= Madrasatul Waizeen =

Madrasatul Waizeen or Madrasatul Waezeen or Madrasat al-Wa'izin (College of Preachers), founded in 1919, is an old centre of Twelver Shia education in the city of Lucknow, India. Many of the clerics attend this school after they finish their graduate educations in other Shia seminaries to strengthen their oratory and preaching skills. It is well-known for the valuable manuscripts in its library.

==Foundation and development==
The seminary was founded on 19 May 1919 by Maharaja Mohammad Ali Mohammad Khan of Mahmudabad in memory of his younger brother Sahibzada Mohammad Ali Ahmad Khan Sahib. The Waqf-e-Madrasa-e-Ahmadiya of Mahmudabad was created by the Maharaja of Mahmudabad in 1919 by way of a registered Waqfnama. The Madrastul Waizeen was founded by the aforementioned Waqf in 1919.

Shams-ul-Ulema Ayatullah Syed Najmul Hasan was involved in madrasa since the days of its founding.

==First Board of Trustees==
The first Board of Trustees of the Waqf and therefore the Madrasa was as follows:
- Chairman: Maharaja Sir Mohammad Ali Mohammad Khan, K.C.S.I., K.C.I.E., of Mahmudabad
- Trustee: Najmul Millat Ayatullah Syed Najmul Hasan
- Trustee: Imam Jum'a of Mahmudabad
- Trustee: Mian Sheikh Mohammad Sadiq Ali Khan Sahib of Mohammadpur-Bishanpur, Barabanki District, U.P.
- Trustee: Syed Muzaffar Husain Sahib, Advocate, Qaziara, Sitapur, Sitapur District, India

The late Raja Mohammad Amir Ahmad Khan was the managing trustee from 1940 to 1944. Taj-ul-Ulama Maulana Syed Mohd Zaki (son of Shams-ul-Ulama Syed Mohammad and grandson of Shams-ul-Ulema Ayatullah Syed Najmul Hasan) also served as the managing trustee.

Maharajkumar Mohammad Amir Haider Khan of Mahmudabad was the managing trustee until his demise in 1991.

The late Hujjatul Islam Maulana Mazahir Hussain a renowned 'Alim and scholar was a trustee of the Madrasa as the Imam-e-Jum'a of Mahmudabad, Sitapur District, India.

==Educational Program==
Madrasatul Waizeen is considered a higher Shia religious education, where the students learn high levels of Shia studies, specially fiqh and usul al-fiqh, but also take some courses in preaching.
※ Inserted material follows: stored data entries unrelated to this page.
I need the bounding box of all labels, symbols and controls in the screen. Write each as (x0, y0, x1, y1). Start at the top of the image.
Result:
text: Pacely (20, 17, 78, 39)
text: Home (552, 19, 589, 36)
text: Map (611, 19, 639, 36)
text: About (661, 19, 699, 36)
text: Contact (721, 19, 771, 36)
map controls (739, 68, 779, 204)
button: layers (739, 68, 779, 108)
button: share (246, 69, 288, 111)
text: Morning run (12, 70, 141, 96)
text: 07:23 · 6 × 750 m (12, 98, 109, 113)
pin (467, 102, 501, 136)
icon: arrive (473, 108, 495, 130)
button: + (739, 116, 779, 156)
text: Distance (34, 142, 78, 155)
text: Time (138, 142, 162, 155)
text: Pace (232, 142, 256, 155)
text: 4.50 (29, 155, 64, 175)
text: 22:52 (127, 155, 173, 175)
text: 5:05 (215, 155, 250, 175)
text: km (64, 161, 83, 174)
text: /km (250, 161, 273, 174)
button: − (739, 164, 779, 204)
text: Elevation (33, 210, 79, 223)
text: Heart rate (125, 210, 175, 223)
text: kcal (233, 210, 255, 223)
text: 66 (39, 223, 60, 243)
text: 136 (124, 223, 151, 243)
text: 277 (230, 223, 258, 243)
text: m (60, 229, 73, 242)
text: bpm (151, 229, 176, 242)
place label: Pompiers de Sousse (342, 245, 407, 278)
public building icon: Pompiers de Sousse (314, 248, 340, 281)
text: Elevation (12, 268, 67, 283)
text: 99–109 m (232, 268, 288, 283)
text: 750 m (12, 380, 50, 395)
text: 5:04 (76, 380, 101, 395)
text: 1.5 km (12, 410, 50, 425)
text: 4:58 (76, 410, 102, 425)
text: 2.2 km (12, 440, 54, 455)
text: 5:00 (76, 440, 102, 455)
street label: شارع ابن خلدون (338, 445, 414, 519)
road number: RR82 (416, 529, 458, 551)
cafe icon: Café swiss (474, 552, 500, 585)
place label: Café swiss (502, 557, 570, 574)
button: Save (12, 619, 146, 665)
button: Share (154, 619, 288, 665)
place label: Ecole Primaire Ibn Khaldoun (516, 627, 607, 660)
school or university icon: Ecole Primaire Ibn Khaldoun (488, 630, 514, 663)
The student of this seminary should pass a 3-year program of studying after which they should go for a journey of preaching for people in India or another country for two years, after which they would get the title of "wa'iz" (preacher).

Learning foreign languages such as Arabic, English, Persian, etc., are obligatory for the students of Madrasatul Waizeen. The students also take some courses about other religions and denominations so they would become able to engage in interfaith dialogue and preaching for people of other faiths.

The Madrasa has an annual event on the last week of every December, when everyone who is in any way related to this seminary participates in a 3-day conference and reports about what they do around the world, and they are also informed about the activities of the seminary during the last year. The place of the conference is different time to time.

==Library==
The collections of the library of Madrasatul Waizeen include more than 20,000 books in print, and at least 1500 manuscripts. DR. Mohd. Taqi Ali Abidi, Asstt. Professor, Oriental Studies in Arabic & Persian, University of Lucknow compiled a Catalogue of Persian, Urdu & Arabic Manuscripts in Library of Madrasatul Waizeen in 1989-1990.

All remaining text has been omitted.